*** Opening of Available data ***

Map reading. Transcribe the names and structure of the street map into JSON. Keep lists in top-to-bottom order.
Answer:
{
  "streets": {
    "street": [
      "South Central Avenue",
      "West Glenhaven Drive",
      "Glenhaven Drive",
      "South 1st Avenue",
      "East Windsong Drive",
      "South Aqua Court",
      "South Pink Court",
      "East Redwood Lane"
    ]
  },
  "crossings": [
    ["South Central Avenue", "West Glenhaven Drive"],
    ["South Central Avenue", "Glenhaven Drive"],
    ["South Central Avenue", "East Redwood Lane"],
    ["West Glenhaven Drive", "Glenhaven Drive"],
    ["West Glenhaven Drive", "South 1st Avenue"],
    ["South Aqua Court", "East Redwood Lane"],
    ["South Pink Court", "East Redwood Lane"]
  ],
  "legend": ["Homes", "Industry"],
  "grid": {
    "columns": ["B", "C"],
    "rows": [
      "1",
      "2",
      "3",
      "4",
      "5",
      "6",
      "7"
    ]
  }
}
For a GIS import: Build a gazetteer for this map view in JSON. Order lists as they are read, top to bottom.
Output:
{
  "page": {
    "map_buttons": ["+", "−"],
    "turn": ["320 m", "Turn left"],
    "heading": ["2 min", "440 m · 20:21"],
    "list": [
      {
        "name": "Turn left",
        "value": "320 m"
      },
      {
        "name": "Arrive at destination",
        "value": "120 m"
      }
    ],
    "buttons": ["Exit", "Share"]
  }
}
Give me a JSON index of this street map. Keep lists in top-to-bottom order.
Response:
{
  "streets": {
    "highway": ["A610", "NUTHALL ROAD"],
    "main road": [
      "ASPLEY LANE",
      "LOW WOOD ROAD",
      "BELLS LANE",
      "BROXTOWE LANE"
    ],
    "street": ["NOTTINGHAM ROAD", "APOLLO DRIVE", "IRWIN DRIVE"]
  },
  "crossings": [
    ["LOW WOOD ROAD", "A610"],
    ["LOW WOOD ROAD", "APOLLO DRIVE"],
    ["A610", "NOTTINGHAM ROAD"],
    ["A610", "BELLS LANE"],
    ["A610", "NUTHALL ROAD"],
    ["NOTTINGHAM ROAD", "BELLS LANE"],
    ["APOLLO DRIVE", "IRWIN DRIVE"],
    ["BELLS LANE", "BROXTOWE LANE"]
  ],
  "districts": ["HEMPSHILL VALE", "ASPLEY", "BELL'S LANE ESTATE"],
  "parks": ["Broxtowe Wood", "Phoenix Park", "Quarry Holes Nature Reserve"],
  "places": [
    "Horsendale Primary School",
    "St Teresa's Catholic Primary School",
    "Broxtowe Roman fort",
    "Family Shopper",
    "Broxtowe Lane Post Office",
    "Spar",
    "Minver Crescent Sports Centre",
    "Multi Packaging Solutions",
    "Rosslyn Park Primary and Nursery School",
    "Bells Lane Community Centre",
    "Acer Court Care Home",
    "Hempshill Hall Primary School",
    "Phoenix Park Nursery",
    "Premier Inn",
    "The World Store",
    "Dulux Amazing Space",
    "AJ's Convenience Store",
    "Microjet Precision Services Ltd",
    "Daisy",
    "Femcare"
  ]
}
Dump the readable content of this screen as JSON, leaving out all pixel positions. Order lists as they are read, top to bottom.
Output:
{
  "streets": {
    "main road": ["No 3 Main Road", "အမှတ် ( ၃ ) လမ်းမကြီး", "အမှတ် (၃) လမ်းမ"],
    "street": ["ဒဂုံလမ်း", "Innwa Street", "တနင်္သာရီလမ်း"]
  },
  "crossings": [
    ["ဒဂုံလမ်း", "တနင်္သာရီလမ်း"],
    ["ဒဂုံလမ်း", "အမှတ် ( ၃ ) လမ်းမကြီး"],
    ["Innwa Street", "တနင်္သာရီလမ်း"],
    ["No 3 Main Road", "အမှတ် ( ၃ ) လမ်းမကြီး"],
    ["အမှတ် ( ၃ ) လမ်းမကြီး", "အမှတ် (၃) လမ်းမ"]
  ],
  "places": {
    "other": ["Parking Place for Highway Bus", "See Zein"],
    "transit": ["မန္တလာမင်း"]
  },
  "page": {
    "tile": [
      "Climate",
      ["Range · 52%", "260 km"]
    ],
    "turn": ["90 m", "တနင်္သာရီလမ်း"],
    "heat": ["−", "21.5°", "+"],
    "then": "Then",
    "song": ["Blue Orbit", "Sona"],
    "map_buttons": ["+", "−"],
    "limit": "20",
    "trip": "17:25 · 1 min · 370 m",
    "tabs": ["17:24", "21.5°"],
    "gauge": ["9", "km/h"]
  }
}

*** Close of Available data ***

What you are asked to do: What lines in the data above contain the word "Store"? Copy them all.

Task solution:
    "The World Store",
    "AJ's Convenience Store",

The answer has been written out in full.